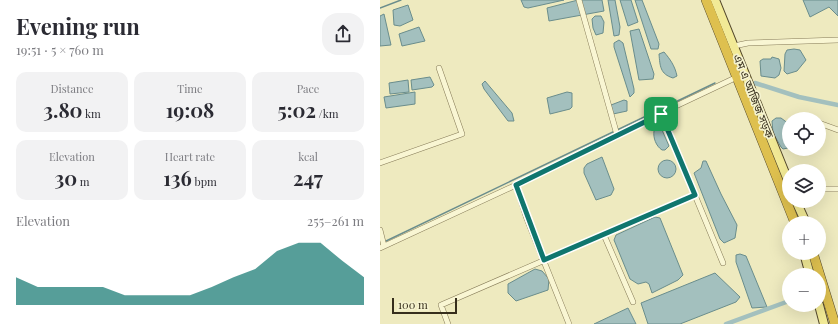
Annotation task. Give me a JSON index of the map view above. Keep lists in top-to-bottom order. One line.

* * * * * * * * *

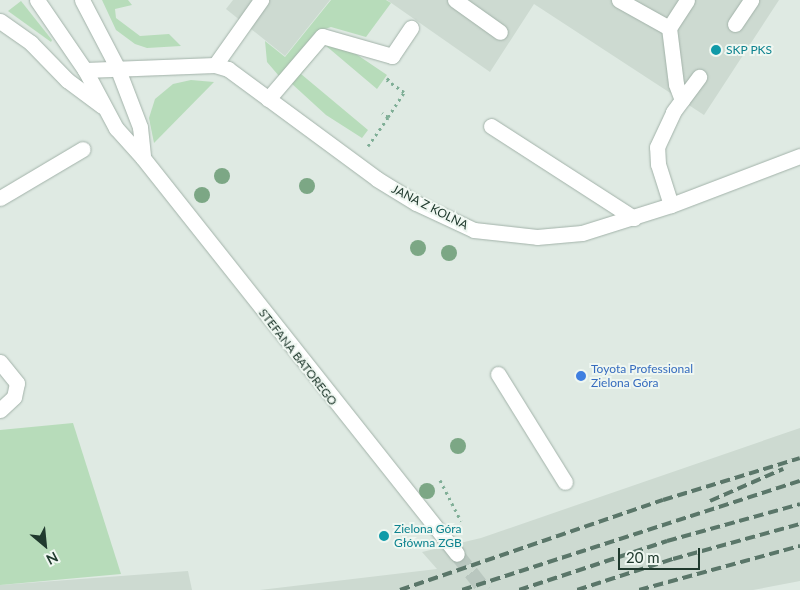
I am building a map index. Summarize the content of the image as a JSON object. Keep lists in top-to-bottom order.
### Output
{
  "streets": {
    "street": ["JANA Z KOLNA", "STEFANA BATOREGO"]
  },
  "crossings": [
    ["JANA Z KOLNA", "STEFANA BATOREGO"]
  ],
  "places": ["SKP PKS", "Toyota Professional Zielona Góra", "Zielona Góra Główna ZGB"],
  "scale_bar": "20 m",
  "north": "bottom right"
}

* * * * * * * * *

#### Task goal:
Gather each line in the data that holds the string "index".

#### Written solution:
Annotation task. Give me a JSON index of the map view above. Keep lists in top-to-bottom order. One line.
I am building a map index. Summarize the content of the image as a JSON object. Keep lists in top-to-bottom order.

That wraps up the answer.